Selectors Serialization Format for Testing (SSFT) Specification

Abstract

This document defines SSFT, a subset of Selectors language which is suitable for describing results of Selectors parsing tests.

Status of This Document

This section describes the status of this document at the time of its publication. Other documents might supersede this document.

This document is a working draft, produced as part of the Whatpm subproject of the manakai project. It might be updated, replaced, or obsoleted by other documents at any time. It is inappropriate to cite this document as other than work in progress.

Comments on this document are welcome and may be sent to the author.

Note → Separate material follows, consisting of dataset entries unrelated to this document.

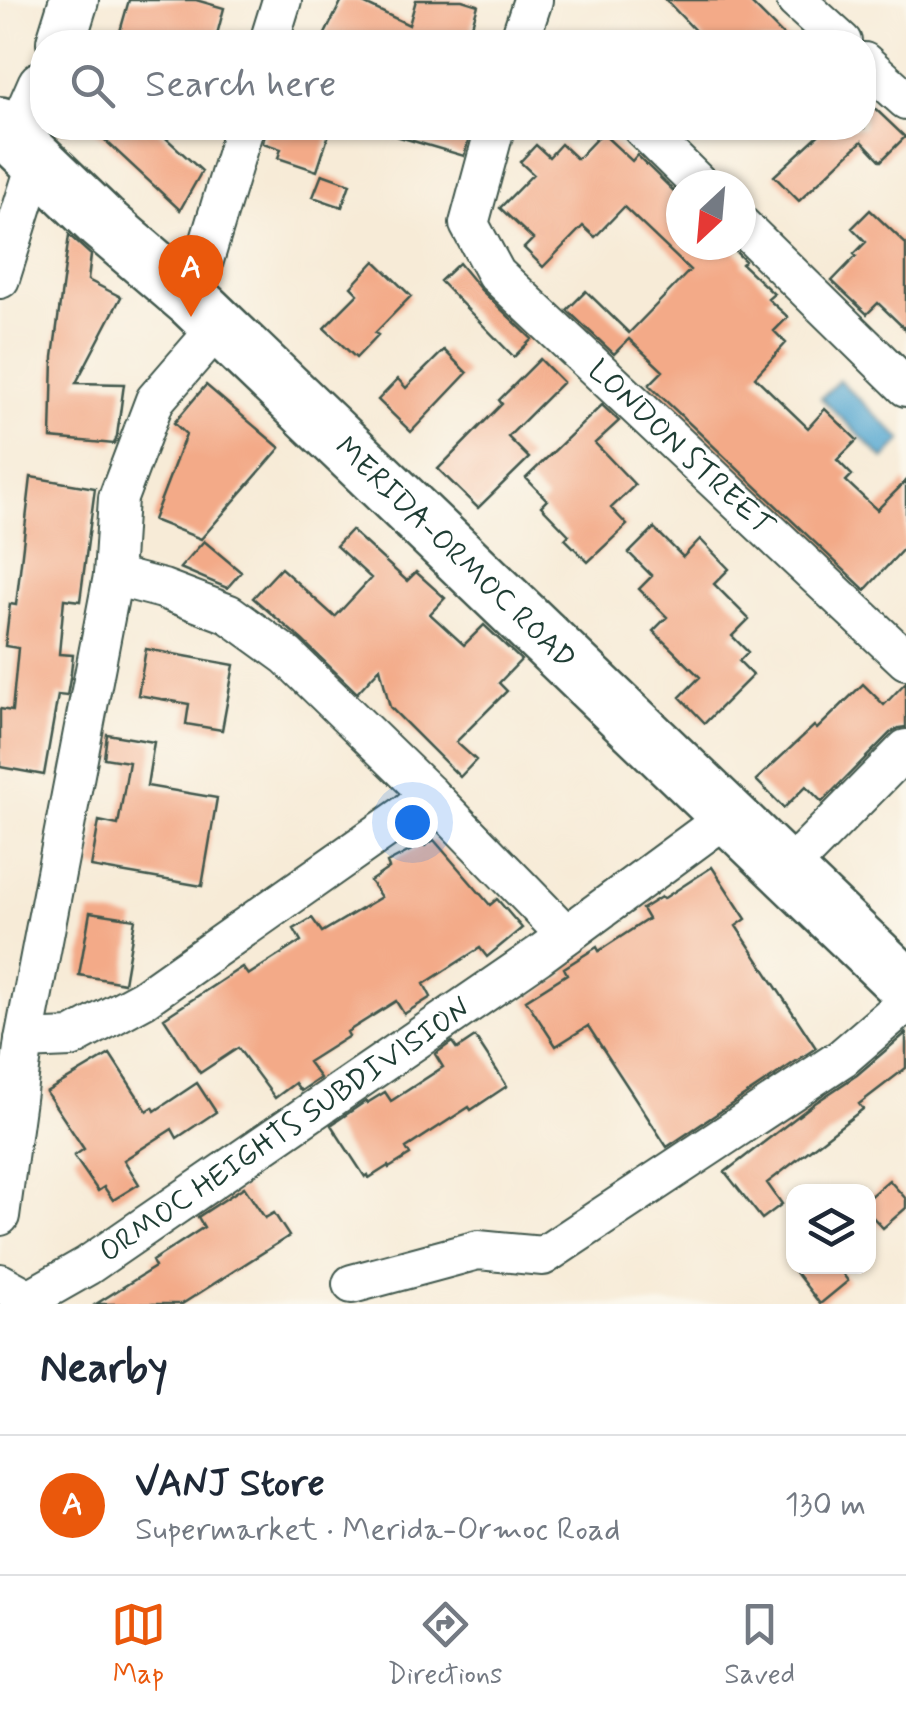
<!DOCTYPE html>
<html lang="en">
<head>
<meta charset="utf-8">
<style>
	:root { --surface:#fff; --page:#f2f2f3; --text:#1f2937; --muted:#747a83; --line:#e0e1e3; --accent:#ea580c }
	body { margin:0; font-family:Mynerve,sans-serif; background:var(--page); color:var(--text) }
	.controls { position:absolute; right:30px; bottom:30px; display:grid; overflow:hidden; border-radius:20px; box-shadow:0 2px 8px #0004 }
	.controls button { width:90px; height:90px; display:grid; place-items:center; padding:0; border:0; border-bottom:2px solid var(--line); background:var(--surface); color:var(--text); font:50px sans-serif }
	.compass { position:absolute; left:666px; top:170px; width:90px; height:90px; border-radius:50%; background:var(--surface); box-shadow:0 2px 8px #0004; rotate:206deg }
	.you { position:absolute; left:412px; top:822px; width:35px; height:35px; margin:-25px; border:8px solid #fff; border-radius:50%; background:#1a73e8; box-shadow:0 0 0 15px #1a73e833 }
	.badge { display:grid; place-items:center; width:65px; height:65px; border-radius:50%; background:var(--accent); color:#fff; font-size:32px; font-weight:700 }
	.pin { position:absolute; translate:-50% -82px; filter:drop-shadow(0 2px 5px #0008) }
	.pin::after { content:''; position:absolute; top:52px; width:35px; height:30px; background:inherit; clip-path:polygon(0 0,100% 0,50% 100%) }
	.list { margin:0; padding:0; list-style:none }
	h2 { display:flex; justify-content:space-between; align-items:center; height:130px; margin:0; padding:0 40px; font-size:42px }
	h2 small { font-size:32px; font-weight:400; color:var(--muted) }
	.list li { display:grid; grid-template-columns:65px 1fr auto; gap:30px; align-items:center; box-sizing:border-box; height:140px; padding:0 40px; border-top:2px solid var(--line) }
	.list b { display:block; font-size:38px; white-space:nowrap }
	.list p { margin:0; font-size:32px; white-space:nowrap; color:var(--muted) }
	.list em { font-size:32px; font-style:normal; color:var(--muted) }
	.icon { flex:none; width:55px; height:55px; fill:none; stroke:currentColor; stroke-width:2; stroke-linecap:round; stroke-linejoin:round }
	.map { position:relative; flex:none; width:906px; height:1304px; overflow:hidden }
	.search { position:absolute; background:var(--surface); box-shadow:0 2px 8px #0004; left:30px; right:30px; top:30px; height:110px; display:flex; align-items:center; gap:25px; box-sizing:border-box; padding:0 35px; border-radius:40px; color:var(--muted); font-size:38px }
	.sheet { height:270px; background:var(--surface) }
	nav { display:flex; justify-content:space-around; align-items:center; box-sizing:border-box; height:140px; border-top:2px solid var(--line); background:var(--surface); font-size:28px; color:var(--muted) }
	nav a { display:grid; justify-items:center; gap:5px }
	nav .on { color:var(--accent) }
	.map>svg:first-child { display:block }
	.water { fill:#56a8d1; stroke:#3a7282; stroke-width:2.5 }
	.building { fill:#f3aa88 }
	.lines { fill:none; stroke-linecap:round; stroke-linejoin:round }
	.minor-casing { stroke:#3f574c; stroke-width:42 }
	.major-casing { stroke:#3f574c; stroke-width:52 }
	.highway-casing { stroke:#3f574c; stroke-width:60 }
	.minor { stroke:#fff; stroke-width:38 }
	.major { stroke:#fff; stroke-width:48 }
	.highway { stroke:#fff; stroke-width:55 }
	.labels { text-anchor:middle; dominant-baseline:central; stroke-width:9; stroke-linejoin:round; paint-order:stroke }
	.street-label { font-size:30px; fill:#1f3d34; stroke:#fbf7ec }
</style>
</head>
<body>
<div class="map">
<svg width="906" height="1304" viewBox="0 0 906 1304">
	<rect width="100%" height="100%" fill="#fbf7ec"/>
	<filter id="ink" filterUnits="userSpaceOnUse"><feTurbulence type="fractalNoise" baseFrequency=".01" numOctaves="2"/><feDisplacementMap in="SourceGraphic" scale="20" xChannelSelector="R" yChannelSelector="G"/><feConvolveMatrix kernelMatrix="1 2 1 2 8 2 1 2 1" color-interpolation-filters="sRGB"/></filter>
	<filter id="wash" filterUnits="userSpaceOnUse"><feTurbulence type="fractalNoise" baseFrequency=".0048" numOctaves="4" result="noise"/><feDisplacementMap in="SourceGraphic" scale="40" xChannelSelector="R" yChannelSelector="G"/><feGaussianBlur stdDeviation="2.25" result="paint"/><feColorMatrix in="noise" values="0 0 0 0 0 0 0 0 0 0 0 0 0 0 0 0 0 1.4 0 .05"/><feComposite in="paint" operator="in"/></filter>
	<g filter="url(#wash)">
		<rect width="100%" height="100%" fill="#f7ebd7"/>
		<!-- water -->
		<path class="water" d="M839,380L902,440L884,459L821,398Z"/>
		<g id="blocks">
			<!-- building -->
			<path class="building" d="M129,0H196L224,8L215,42H117Z
				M342,0H357L409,25L416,0H462L478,5L467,42H321Z
				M666,0H748L790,42H706Z
				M864,98L905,137L881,161L862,141L799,201L774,176L826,128H864Z
				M92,128H155L202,171L180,210Z
				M266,128H331L317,171L278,158L281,149L263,143Z
				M387,128H460L471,131L464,156L386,133Z
				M602,133L632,161L637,155L681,198V245H729L745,261L742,264L774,294L768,299L788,317L774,331L786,343L755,377L808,428L825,409L857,440L837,460L852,475L846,481L877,510L906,481V546L865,590L649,385L663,371L629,339L614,354L567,310L586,291L629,333L690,270L624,207L595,237L583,226L543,267L524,248L533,239L500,208L533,174L520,162L536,145L549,157L561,144L577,159Z
				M322,174L350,184L342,207L313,197Z
				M870,210L906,244V330L878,303L867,314L832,281L856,256L854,254L866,242L852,228Z
				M69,235L91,255L88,280L121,297L76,383L124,384L117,436L114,444L51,438L53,357Z
				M375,261L411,296L375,333L378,335L356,358L324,328L358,294L351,287Z
				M459,263L481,290L532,339L514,357L440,281Z
				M444,350L467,373L411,432L378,400L398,379L406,388Z
				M540,359L563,382L508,437L529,458L478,508L438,469L502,404L499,400Z
				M206,385L280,448L201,539L153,520L186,434L174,423Z
				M602,405L619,421L595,443L635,485L611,508L627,525L588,562L565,539L569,535L541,506L547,500L526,478Z
				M31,477L95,488L80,601L64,599L59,654L73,655L71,673L67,696L58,695L44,775L0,767V709L12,711L18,648L5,646L10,604L16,605Z
				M654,528L683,557L700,539L729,569L714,584L749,619L732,636L748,652L739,661L753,675L705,723L680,697L700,677L653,631L667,617L639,589L652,576L629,553Z
				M351,530L407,581L416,572L445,598L430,614L464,645L484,625L521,660L499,683L507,691L456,742L476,760L460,777L390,707L380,668L357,693L302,640L253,598L281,568L335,617L371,578L336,546Z
				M204,541L241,572L227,588L180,568Z
				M146,649L234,665L222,730L186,724L189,704L138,695Z
				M906,682V727L899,728L890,733L822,802L806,786L784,808L756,780L814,726L817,729L863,684L884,705Z
				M107,734L154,742L147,786L217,798L202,886L91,867L99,821L118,825L129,762L104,758Z
				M434,840L490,905L497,899L522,928L487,957L480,948L424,984L431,997L404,1014L396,1001L347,1032L349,1036L308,1062L320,1078L301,1091L295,1083L275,1098L238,1048L200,1073L164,1018L242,967L248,975L301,941L294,929L312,918L322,932L381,897L370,881L389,868L387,863L423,844L425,846Z
				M712,867L746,919L736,926L816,1048L667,1147L588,1026L556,1046L526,1000L567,974L564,968L597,947L599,951L648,919L642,909L661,897L663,899Z
				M90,912L135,919L124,983L79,975Z
				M906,1033V1068L859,1104L863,1109L767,1183L782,1204L762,1219L725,1172L815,1103L857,1075Z
				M475,1037L507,1086L471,1110L469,1107L406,1148L410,1155L389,1168L388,1166L369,1178L368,1175L365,1177L331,1125L366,1101L367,1103L385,1092L391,1101L443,1067L435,1054L452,1042L457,1049Z
				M110,1054L147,1111L153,1107L155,1111L197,1083L216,1112L177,1138L172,1129L124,1160L139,1184L113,1200L104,1187L98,1191L74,1156L84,1149L46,1092Z
				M889,1180L906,1199V1208L883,1228L868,1212V1198Z
				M244,1187L265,1218L274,1213L289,1236L182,1304H96L155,1267L152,1261L204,1227L198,1217Z
				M791,1266H837L848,1281L820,1304Z"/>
		</g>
	</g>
	<g filter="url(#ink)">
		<use href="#blocks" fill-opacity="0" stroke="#3f574c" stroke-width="2.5"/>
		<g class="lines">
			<!-- minor casing -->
			<g class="minor-casing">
				<g id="minor">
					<path d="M796,0L842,42"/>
					<path d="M269,42L282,0"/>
					<path d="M519,42L533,0"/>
					<path d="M864,62L906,100"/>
					<path id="s1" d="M495,128L469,224L496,274L906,660"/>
					<path d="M642,128L700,185"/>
					<path d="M741,225L906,387"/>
					<path d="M0,279L37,161"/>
					<path d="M192,300L244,128"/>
					<path d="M113,576L163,589L229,614L287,656L429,794L566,935"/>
					<path d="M786,871L906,749"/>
					<path d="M24,1040L71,1038L143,999L406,814L429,794"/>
					<path d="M0,1216L24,1040L113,576L118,498L155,400L219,326"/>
					<path id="s2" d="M0,1283L29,1299L87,1266L538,956L728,816"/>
					<path d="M352,1284L478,1250L543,1256L842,1058L906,1003"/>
				</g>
			</g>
			<!-- major casing -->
			<g class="major-casing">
				<path id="major" d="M61,42L74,0
					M17,142L42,85"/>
			</g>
			<!-- highway casing -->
			<g class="highway-casing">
				<g id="highway">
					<path id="s3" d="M0,125L101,222L192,300L906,986"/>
				</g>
			</g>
			<!-- minor -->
			<use href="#minor" class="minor"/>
			<!-- major -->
			<use href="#major" class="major"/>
			<!-- highway -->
			<use href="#highway" class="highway"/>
		</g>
	</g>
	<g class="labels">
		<!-- street labels -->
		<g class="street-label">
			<text stroke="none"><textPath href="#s1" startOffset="410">LONDON STREET</textPath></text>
			<text stroke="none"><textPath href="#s3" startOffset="625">MERIDA-ORMOC ROAD</textPath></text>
			<text stroke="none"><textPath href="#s2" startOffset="340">ORMOC HEIGHTS SUBDIVISION</textPath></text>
		</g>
	</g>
</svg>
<div class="controls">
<button><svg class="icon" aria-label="layers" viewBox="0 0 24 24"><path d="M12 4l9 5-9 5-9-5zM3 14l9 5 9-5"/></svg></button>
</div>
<svg class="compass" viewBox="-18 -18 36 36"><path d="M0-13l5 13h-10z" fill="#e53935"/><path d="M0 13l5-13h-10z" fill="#747a83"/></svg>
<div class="you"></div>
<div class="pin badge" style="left:191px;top:317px">A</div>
<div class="search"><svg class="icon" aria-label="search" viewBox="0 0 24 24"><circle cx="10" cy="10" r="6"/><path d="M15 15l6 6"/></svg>Search here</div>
</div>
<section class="sheet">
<h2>Nearby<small></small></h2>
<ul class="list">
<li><span class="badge">A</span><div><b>VANJ Store</b><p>Supermarket · Merida-Ormoc Road</p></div><em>130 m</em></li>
</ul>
</section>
<nav>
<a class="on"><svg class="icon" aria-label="map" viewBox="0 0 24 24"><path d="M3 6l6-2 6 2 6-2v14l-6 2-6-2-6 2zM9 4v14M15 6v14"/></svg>Map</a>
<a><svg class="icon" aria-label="directions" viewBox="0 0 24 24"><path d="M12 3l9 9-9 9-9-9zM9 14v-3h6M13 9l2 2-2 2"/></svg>Directions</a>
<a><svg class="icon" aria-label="saved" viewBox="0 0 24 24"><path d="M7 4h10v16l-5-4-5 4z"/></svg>Saved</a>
</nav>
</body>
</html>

Translations of thie document might be available. The English version of the document is the only normative version.

Introduction

This section is non‐normative.

Selectors [SELECTORS] are patterns that match against elements in a tree structure and are used in Web technologies, including CSS [CSS], HTML5 [HTML5], XBL2 [XBL2], and Selectors API [SAPI].

It is so flexible language that a conceptually same pattern can be represented in inifnite numbers of instances of selectors. It might be convinient for e.g. validation of a test result to define a subset of the language, in which no semantically equivalent selectors are contained.

The CSSOM specification [CSSOM] is trying to define an algorithm to serialize a group of selectors for the purpose of selectorText attribute. However, the algorithm is incomplete at the time of the writing. Note that current Web browser implementations of the selectorText attribute are consistently broken in not escaping unsafe identifiers and therefore it is not wise to deploy that format for testing.

Terminology

The key words MUST, MUST NOT, SHOULD, and MAY in this document are to be interpreted as described in RFC 2119 [KEYWORDS].

Requirements phrased in the imperative as part of algorithms are to be interpreted with the meaning of the key word (MUST) used in introducing the algorithm.

Conformance requirements phrased as algorithms or specific steps MAY be implemented in any manner, so long as the end result is equivalent.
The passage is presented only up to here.